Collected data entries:

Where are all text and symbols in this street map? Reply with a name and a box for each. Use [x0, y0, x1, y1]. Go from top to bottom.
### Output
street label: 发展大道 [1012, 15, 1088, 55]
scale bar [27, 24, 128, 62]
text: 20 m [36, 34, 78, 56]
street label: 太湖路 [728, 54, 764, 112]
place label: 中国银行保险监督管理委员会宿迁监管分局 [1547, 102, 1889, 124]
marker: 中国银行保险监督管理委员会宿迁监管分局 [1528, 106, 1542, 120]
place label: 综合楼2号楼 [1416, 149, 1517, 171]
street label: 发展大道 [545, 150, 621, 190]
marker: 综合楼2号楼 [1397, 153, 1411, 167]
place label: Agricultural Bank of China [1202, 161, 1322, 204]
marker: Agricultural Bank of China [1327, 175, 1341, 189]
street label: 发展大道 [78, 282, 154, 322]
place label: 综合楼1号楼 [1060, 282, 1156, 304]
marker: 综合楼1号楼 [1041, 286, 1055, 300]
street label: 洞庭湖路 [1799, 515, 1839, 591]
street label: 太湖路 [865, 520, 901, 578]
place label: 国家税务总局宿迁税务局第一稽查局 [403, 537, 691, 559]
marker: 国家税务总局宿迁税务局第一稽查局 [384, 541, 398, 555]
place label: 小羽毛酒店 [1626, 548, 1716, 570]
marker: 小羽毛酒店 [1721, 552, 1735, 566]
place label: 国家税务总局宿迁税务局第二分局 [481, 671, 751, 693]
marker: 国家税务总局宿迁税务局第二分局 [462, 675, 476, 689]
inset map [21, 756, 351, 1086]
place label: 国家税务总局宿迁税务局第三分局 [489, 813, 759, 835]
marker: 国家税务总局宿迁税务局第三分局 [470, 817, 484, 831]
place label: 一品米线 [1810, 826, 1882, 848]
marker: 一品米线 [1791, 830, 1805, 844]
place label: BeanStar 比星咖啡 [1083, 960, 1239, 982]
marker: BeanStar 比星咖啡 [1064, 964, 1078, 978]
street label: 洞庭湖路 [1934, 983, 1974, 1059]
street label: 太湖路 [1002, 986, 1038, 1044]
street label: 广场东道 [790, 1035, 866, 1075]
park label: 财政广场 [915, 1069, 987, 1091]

_Try it_
The response should consist of all the entries, transcribed exactly.

_Answer to the problem_
Where are all text and symbols in this street map? Reply with a name and a box for each. Use [x0, y0, x1, y1]. Go from top to bottom.
### Output
street label: 发展大道 [1012, 15, 1088, 55]
scale bar [27, 24, 128, 62]
text: 20 m [36, 34, 78, 56]
street label: 太湖路 [728, 54, 764, 112]
place label: 中国银行保险监督管理委员会宿迁监管分局 [1547, 102, 1889, 124]
marker: 中国银行保险监督管理委员会宿迁监管分局 [1528, 106, 1542, 120]
place label: 综合楼2号楼 [1416, 149, 1517, 171]
street label: 发展大道 [545, 150, 621, 190]
marker: 综合楼2号楼 [1397, 153, 1411, 167]
place label: Agricultural Bank of China [1202, 161, 1322, 204]
marker: Agricultural Bank of China [1327, 175, 1341, 189]
street label: 发展大道 [78, 282, 154, 322]
place label: 综合楼1号楼 [1060, 282, 1156, 304]
marker: 综合楼1号楼 [1041, 286, 1055, 300]
street label: 洞庭湖路 [1799, 515, 1839, 591]
street label: 太湖路 [865, 520, 901, 578]
place label: 国家税务总局宿迁税务局第一稽查局 [403, 537, 691, 559]
marker: 国家税务总局宿迁税务局第一稽查局 [384, 541, 398, 555]
place label: 小羽毛酒店 [1626, 548, 1716, 570]
marker: 小羽毛酒店 [1721, 552, 1735, 566]
place label: 国家税务总局宿迁税务局第二分局 [481, 671, 751, 693]
marker: 国家税务总局宿迁税务局第二分局 [462, 675, 476, 689]
inset map [21, 756, 351, 1086]
place label: 国家税务总局宿迁税务局第三分局 [489, 813, 759, 835]
marker: 国家税务总局宿迁税务局第三分局 [470, 817, 484, 831]
place label: 一品米线 [1810, 826, 1882, 848]
marker: 一品米线 [1791, 830, 1805, 844]
place label: BeanStar 比星咖啡 [1083, 960, 1239, 982]
marker: BeanStar 比星咖啡 [1064, 964, 1078, 978]
street label: 洞庭湖路 [1934, 983, 1974, 1059]
street label: 太湖路 [1002, 986, 1038, 1044]
street label: 广场东道 [790, 1035, 866, 1075]
park label: 财政广场 [915, 1069, 987, 1091]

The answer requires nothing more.